Say I made alittle python script for a friend to scrape data from a website whenever they wanted updates. I write my python script, say scrape.py, and a run_scrape.bat file for my friend on their windows machine (or run_scrape.sh on Mac/Unix). And inside the bat file has the command:

python scrape.py

I tell my friend save those two files in whatever folder you want, you just need to double click the bat file and it will save the scraped data into the same folder. Here the bat file is run locally, it sets the current directory to wherever the bat file is located.

This is how the majority of code is packaged – can clone from github or email a zip file, and it will just work no matter where the local user saves those scripts. I need to have my friend have their python environment set up correctly, but most of the stuff I do I can say download Anaconda and click yes to setting python on the path and they are golden.

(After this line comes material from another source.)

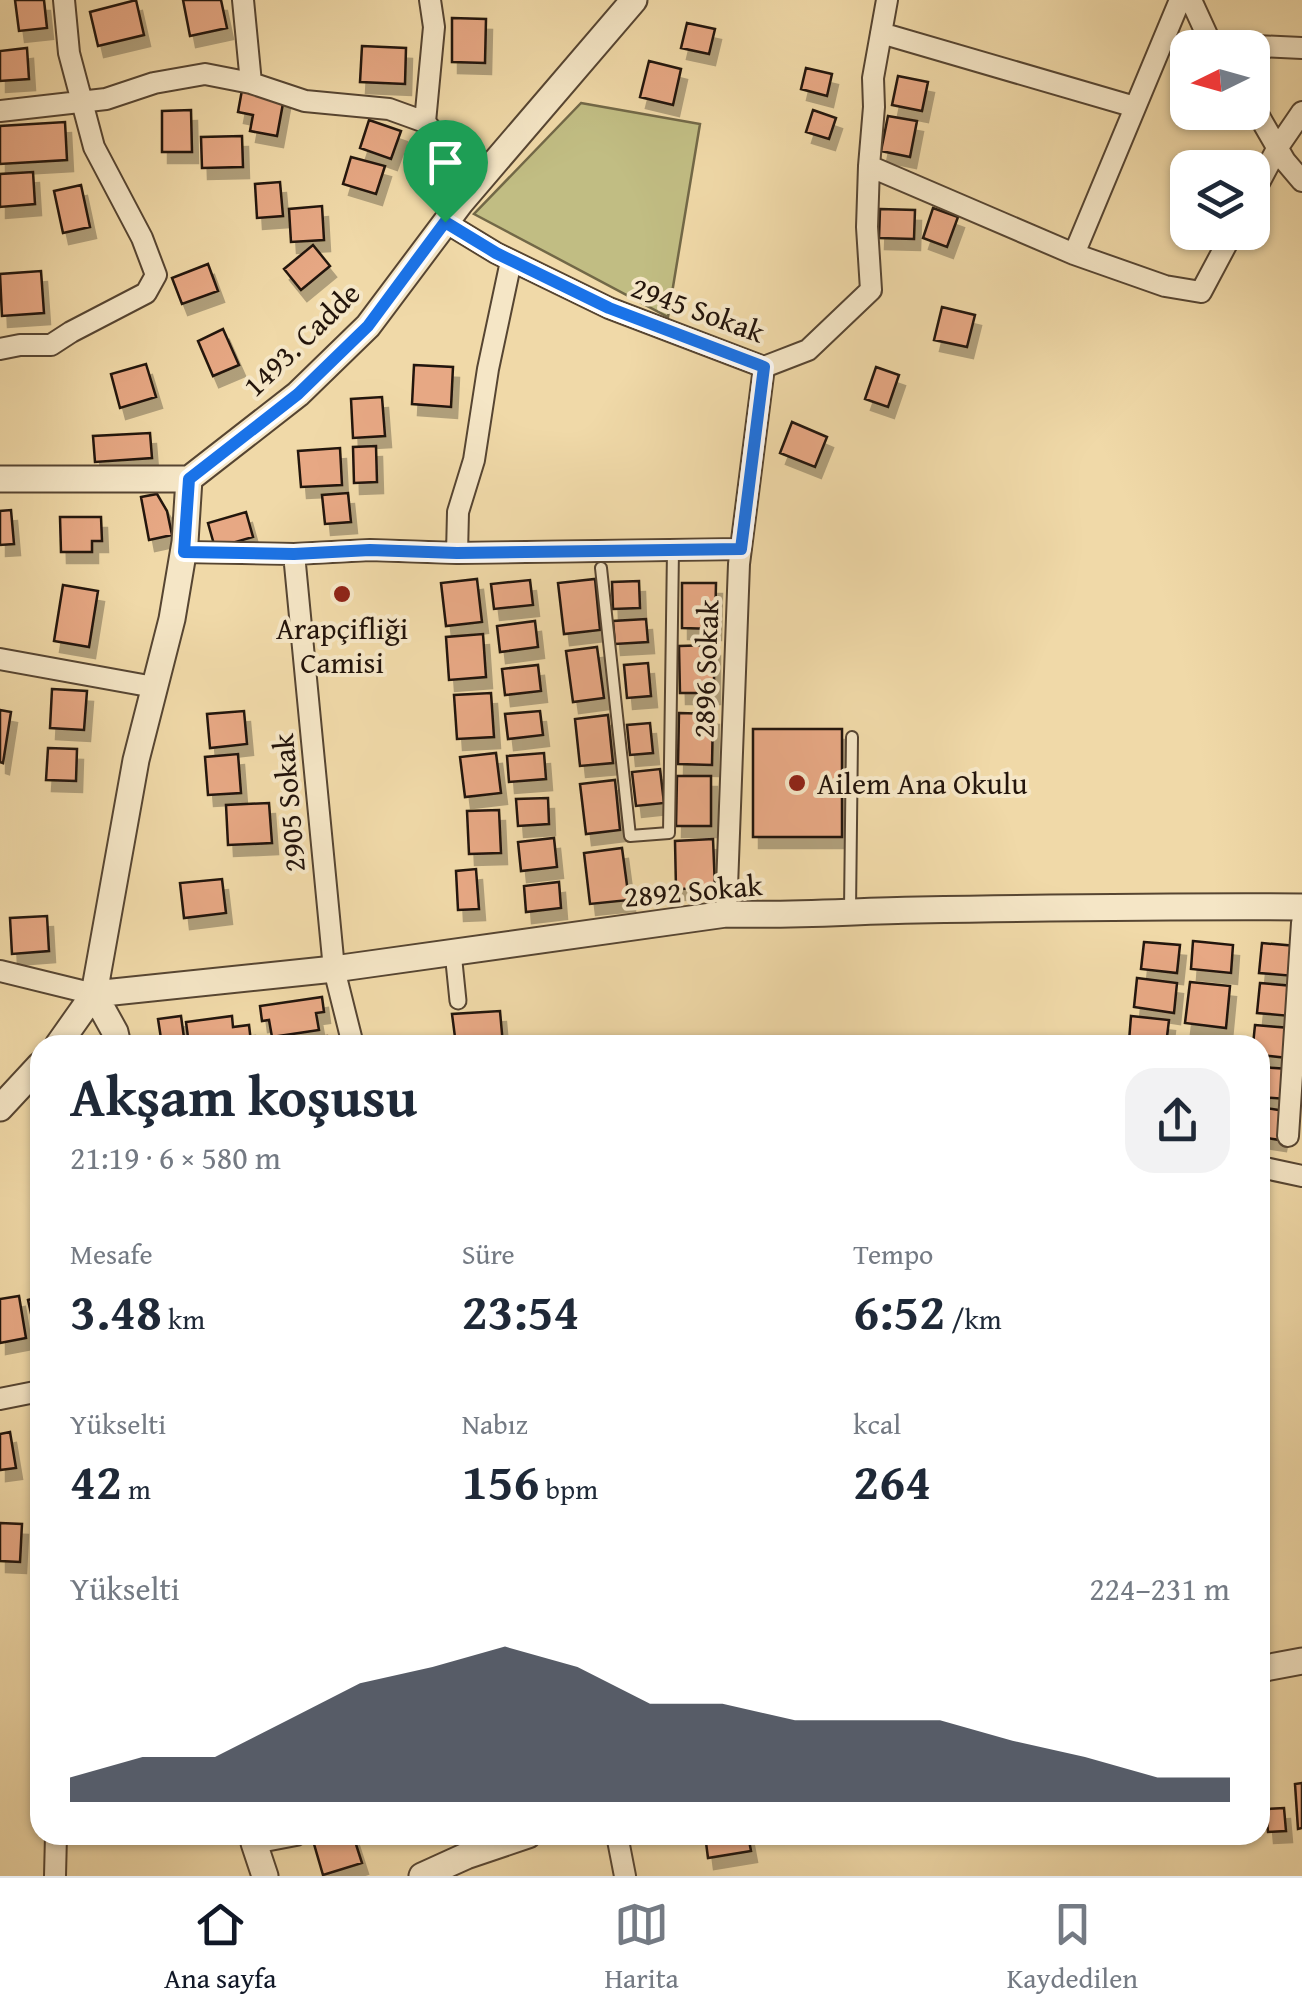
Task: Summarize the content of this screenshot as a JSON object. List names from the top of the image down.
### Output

SPSS makes things more painful, say I added SPSS to my environment variable in my windows machine, and I run from the command prompt an SPSS production job:

cd "C:\Users\Andrew"
spss print_dir.spj" -production silent

And say the spj file, all it does is call a syntax show.sps which has as the only command SHOW DIR. This still prints out wherever SPSS is installed as the current working directory inside of the SPSS session. On my machine currently C:\Program Files\IBM\SPSS Statistics. So SPSS takes over the location of the current directory. Also we can open up the spj file (it is just a plain text xml file). Here is what a current spj file looks like for me (note it is all on one line as well!):

And that file also has several hard coded file locations. So to get the same behavior as python scrape.py earlier, we need to do dynamically set the paths in the production job as well, not just alter the command line scripts. This can be done with a little command line magic in windows, dynamically replacing the right text in the spj file. So in a bat file, you can do something like:

@echo on
set "base=%cd%"
:: code to define SPJ (SPSS production file)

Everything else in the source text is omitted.